The Nuttby Mountain Wind Farm is the second largest in the province with 22 turbines and a generation capacity of 50.6 MW, enough energy to power approximately 15,000 homes, with the potential to reduce greenhouse gas emissions in Nova Scotia by more than 114,000 tonnes a year.
Nuttby Mountain became fully operational in November, 2010.
Independent Wind Farms
Many wind farms across Nova Scotia are owned by Independent Power Producers with contracts to sell their electricity to NS Power. Visit the Nova Scotia Wind Power Map to view all wind farms in Nova Scotia.
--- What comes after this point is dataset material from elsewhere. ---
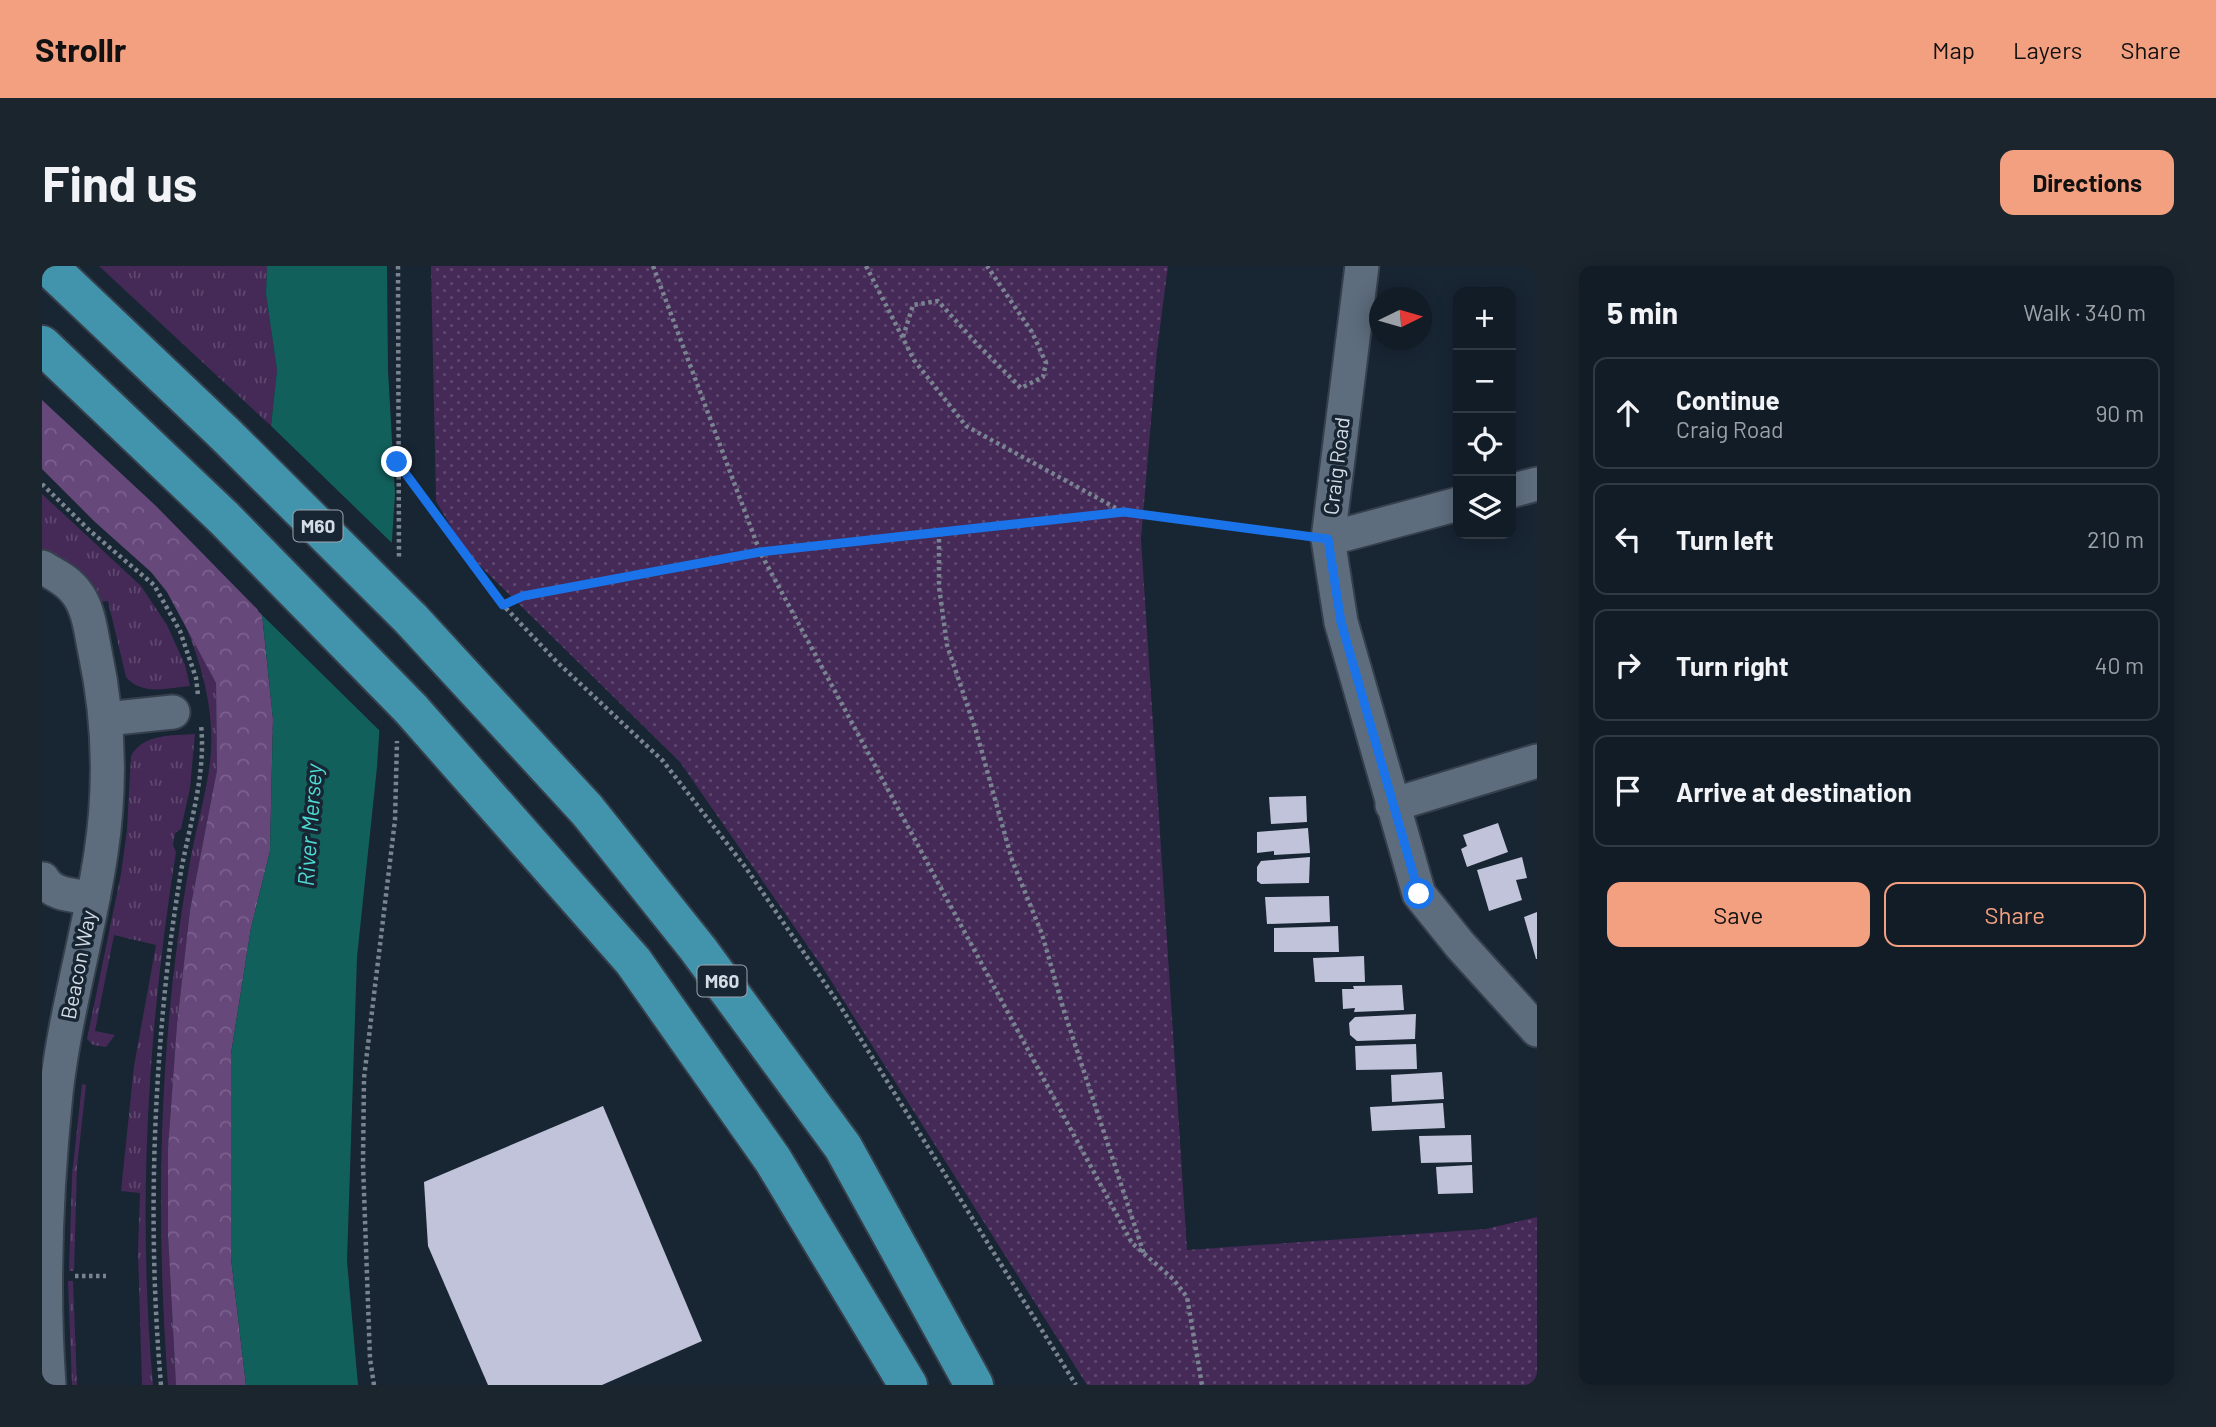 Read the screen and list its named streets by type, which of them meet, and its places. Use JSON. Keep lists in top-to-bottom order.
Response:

Nova Scotia has a 100-year history of using small hydro developments on our rivers to generate power. The first hydro plant was installed in 1903 by mining interests on the Liscomb River in Guysborough County.
We own and operate 33 hydroelectric plants on 17 hydro river systems across Nova Scotia, totaling 400 MW of generation capacity. Many of these plants have been providing clean, renewable electricity to Nova Scotians for decades, undergoing maintenance and upgrades to ensure they can continue to provide reliable electricity for many years to come.
Wreck Cove is the largest hydroelectric plant in Nova Scotia with a generating capacity of 200 MW. Constructed from 1975-1978 south of the Cape Breton Highlands National Park, Wreck Cove collects drainage water from 216 square kilometers of the Cape Breton Highlands plateau to generate electricity. It’s also one of our more unique generating stations – the station’s powerhouse is located 275 meters underground, down a 620 meter access tunnel.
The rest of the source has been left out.